- Instructions for the task
Below are entries; print them exactly from the first line through the one containing "display:grid; place-items:center; flex:none;".

Collected data:
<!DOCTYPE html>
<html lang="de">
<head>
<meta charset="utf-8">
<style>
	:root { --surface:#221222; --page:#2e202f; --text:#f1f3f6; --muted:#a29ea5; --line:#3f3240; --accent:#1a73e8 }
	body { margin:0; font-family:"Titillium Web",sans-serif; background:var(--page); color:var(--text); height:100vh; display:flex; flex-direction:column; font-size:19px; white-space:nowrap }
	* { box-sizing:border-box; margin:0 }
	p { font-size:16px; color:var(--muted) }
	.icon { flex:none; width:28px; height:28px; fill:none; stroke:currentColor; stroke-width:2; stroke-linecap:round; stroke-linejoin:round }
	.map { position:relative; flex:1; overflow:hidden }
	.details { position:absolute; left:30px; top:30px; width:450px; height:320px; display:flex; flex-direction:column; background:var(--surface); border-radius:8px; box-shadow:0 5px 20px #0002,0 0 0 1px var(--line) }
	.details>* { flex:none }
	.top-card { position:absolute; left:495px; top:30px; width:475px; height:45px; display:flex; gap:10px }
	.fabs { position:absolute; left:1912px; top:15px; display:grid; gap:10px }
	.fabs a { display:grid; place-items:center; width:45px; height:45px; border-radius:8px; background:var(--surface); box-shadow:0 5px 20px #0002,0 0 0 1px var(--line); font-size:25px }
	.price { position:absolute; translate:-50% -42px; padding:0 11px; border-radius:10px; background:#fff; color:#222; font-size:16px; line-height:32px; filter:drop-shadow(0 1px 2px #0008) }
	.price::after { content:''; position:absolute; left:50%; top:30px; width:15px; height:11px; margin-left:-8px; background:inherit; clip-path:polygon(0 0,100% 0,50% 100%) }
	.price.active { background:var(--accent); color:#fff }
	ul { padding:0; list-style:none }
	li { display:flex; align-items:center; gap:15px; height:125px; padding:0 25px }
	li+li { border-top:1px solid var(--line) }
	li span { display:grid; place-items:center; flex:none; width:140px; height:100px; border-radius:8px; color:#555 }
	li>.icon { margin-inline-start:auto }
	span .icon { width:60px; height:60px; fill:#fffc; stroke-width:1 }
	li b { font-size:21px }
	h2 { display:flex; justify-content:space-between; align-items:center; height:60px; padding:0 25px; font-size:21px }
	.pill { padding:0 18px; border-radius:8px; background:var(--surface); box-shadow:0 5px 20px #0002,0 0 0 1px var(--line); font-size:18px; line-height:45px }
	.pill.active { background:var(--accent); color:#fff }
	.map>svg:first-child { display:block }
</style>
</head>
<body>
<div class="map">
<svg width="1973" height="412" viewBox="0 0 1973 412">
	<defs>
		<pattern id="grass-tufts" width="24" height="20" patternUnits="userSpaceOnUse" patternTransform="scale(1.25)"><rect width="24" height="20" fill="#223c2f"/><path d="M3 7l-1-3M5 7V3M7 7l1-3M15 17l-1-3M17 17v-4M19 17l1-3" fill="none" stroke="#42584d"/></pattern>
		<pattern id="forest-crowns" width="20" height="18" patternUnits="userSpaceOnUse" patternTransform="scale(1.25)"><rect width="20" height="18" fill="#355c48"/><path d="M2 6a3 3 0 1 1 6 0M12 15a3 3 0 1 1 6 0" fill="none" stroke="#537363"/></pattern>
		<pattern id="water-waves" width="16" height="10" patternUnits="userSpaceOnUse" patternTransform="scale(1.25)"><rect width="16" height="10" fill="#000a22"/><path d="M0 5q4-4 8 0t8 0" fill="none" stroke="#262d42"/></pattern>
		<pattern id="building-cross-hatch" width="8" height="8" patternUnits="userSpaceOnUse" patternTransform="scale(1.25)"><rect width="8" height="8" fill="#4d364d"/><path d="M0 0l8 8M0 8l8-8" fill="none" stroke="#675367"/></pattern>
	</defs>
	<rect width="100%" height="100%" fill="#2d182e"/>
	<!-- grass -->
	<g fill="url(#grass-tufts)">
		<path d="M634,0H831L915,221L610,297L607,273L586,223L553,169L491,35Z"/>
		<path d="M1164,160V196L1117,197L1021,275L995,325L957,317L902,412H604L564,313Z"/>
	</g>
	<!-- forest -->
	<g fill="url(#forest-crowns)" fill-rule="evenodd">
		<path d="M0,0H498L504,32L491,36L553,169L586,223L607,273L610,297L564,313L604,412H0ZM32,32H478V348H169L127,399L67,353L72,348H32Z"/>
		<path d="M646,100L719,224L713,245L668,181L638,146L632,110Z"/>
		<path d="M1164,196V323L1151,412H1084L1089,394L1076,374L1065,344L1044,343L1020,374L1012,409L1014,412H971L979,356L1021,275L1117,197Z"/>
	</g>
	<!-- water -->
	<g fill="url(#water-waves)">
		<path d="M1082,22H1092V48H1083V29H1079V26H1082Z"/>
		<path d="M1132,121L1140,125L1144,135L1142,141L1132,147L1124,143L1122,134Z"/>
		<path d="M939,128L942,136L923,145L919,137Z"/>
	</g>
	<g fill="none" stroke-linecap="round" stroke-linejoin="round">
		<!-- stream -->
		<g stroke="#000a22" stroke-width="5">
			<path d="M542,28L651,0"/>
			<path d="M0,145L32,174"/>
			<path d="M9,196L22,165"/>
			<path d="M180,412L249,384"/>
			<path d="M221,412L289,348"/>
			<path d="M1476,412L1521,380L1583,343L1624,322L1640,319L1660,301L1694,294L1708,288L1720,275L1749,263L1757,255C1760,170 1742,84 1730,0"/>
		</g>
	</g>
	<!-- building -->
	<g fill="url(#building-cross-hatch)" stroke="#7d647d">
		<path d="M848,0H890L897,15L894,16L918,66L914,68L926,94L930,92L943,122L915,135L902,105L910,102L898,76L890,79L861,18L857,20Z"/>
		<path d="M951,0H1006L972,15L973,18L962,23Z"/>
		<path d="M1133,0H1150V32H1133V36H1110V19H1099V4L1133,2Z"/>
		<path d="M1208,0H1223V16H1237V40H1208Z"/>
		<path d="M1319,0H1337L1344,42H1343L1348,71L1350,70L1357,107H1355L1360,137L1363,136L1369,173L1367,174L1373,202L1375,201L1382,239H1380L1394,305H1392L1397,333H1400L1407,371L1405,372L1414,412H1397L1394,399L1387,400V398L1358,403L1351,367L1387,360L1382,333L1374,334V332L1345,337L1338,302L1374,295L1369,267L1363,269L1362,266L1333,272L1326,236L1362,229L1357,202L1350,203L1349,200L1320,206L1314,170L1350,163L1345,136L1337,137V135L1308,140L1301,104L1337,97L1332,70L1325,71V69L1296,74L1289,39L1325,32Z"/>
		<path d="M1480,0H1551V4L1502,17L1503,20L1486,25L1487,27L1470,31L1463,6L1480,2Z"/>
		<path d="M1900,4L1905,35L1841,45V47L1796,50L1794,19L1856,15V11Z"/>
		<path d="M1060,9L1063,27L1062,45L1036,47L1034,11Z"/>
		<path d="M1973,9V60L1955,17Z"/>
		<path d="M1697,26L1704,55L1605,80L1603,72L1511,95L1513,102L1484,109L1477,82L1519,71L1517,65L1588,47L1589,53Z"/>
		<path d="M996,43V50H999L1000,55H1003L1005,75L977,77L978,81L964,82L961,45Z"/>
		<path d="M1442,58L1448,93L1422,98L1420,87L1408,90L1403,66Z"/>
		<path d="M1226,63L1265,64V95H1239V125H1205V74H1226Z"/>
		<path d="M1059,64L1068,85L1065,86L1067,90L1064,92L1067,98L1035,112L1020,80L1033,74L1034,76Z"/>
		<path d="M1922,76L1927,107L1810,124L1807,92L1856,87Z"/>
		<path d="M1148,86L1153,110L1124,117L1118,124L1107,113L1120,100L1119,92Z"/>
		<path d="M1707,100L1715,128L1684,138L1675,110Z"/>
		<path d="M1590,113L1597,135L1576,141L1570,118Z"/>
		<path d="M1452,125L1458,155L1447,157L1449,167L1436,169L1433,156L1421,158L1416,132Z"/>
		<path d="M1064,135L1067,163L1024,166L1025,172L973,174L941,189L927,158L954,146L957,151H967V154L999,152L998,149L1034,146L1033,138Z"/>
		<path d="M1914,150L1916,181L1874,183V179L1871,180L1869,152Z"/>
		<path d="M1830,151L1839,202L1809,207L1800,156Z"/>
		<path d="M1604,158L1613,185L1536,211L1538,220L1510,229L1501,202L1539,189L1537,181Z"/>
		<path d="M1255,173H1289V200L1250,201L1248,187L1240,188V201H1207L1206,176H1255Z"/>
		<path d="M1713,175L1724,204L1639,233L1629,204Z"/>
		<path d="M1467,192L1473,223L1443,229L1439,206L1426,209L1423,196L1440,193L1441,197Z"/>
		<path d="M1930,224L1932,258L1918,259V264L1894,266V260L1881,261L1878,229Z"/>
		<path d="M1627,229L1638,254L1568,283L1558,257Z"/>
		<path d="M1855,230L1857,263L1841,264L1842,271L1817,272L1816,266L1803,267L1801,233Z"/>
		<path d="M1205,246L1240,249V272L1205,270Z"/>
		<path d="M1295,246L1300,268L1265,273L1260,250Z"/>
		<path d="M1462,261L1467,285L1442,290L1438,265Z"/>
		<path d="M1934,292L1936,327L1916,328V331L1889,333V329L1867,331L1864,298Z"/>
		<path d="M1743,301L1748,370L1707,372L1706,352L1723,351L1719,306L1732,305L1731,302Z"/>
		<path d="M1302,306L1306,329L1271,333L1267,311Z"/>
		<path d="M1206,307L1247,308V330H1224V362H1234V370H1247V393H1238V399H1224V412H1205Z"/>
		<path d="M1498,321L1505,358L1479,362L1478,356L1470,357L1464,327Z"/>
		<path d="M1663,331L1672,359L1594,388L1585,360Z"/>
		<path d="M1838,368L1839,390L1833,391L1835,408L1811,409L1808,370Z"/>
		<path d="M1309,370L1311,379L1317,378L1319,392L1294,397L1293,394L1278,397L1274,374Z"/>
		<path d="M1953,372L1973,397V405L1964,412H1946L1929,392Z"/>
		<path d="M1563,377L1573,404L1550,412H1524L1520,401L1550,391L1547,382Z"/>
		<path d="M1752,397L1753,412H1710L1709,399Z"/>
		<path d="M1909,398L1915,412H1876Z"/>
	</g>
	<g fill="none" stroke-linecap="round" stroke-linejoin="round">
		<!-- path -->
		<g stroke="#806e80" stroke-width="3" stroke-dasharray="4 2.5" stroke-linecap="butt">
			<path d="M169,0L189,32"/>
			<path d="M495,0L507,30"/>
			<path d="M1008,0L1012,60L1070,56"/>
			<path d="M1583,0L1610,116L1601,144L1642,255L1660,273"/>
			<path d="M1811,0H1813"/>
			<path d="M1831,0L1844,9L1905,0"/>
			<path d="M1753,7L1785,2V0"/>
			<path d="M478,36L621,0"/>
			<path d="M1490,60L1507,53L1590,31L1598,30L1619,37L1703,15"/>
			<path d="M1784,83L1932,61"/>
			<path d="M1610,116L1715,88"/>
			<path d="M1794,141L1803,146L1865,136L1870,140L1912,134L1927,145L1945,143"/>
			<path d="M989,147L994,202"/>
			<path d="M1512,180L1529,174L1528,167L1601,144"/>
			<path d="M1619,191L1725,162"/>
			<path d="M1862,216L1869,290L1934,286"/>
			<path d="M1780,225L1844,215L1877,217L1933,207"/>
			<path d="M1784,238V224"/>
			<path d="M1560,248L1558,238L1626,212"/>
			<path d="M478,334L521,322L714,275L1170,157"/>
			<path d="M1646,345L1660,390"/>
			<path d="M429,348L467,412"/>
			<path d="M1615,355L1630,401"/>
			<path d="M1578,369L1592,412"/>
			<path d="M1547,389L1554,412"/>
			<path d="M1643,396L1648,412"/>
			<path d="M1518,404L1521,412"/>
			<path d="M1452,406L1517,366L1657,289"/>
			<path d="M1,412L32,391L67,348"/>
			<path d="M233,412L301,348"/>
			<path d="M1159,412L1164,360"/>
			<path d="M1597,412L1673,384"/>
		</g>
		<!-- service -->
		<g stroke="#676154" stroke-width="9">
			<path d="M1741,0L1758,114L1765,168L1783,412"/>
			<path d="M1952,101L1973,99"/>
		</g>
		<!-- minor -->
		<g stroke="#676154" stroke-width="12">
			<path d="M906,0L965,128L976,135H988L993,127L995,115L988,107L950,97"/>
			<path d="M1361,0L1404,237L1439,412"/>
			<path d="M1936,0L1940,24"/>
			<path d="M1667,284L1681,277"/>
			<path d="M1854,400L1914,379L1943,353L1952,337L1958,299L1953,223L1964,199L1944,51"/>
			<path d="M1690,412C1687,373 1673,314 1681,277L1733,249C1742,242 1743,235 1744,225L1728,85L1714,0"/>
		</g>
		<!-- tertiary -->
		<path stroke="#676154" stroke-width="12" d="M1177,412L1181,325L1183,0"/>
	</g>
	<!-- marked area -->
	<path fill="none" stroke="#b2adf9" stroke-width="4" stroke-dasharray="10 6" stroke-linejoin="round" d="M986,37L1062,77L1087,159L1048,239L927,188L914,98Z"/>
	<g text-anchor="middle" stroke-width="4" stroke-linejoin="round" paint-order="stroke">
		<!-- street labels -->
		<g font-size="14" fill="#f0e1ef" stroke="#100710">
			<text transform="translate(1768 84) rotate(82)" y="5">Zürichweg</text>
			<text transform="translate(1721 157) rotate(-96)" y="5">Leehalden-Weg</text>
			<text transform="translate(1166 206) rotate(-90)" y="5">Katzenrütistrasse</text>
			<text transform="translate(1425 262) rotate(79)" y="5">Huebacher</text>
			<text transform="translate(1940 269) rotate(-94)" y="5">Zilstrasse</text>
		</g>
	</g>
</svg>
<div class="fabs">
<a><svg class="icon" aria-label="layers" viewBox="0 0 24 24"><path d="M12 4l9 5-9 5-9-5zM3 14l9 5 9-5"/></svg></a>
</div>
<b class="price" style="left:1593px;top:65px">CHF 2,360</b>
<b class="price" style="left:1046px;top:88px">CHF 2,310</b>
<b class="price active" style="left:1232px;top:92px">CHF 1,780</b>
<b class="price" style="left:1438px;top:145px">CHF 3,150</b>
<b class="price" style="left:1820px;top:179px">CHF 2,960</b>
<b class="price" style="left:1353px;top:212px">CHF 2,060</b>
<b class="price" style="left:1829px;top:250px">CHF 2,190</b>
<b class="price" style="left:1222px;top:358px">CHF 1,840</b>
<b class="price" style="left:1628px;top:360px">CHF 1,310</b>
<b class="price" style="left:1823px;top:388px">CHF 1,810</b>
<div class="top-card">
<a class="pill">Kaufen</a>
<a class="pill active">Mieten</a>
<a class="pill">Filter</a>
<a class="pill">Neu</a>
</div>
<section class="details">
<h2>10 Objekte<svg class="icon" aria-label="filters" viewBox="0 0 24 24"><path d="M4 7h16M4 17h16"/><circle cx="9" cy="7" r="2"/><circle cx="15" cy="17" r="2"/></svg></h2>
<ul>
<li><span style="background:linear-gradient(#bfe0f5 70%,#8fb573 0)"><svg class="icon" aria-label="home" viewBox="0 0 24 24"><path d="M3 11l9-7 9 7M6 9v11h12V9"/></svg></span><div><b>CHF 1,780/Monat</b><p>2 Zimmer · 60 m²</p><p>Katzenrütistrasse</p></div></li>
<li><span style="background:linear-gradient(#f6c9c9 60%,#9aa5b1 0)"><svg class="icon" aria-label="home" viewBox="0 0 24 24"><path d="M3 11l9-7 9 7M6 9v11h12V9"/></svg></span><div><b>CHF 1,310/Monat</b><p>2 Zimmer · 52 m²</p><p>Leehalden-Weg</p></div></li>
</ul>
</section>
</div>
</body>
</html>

- Expected answer
<!DOCTYPE html>
<html lang="de">
<head>
<meta charset="utf-8">
<style>
	:root { --surface:#221222; --page:#2e202f; --text:#f1f3f6; --muted:#a29ea5; --line:#3f3240; --accent:#1a73e8 }
	body { margin:0; font-family:"Titillium Web",sans-serif; background:var(--page); color:var(--text); height:100vh; display:flex; flex-direction:column; font-size:19px; white-space:nowrap }
	* { box-sizing:border-box; margin:0 }
	p { font-size:16px; color:var(--muted) }
	.icon { flex:none; width:28px; height:28px; fill:none; stroke:currentColor; stroke-width:2; stroke-linecap:round; stroke-linejoin:round }
	.map { position:relative; flex:1; overflow:hidden }
	.details { position:absolute; left:30px; top:30px; width:450px; height:320px; display:flex; flex-direction:column; background:var(--surface); border-radius:8px; box-shadow:0 5px 20px #0002,0 0 0 1px var(--line) }
	.details>* { flex:none }
	.top-card { position:absolute; left:495px; top:30px; width:475px; height:45px; display:flex; gap:10px }
	.fabs { position:absolute; left:1912px; top:15px; display:grid; gap:10px }
	.fabs a { display:grid; place-items:center; width:45px; height:45px; border-radius:8px; background:var(--surface); box-shadow:0 5px 20px #0002,0 0 0 1px var(--line); font-size:25px }
	.price { position:absolute; translate:-50% -42px; padding:0 11px; border-radius:10px; background:#fff; color:#222; font-size:16px; line-height:32px; filter:drop-shadow(0 1px 2px #0008) }
	.price::after { content:''; position:absolute; left:50%; top:30px; width:15px; height:11px; margin-left:-8px; background:inherit; clip-path:polygon(0 0,100% 0,50% 100%) }
	.price.active { background:var(--accent); color:#fff }
	ul { padding:0; list-style:none }
	li { display:flex; align-items:center; gap:15px; height:125px; padding:0 25px }
	li+li { border-top:1px solid var(--line) }
	li span { display:grid; place-items:center; flex:none; width:140px; height:100px; border-radius:8px; color:#555 }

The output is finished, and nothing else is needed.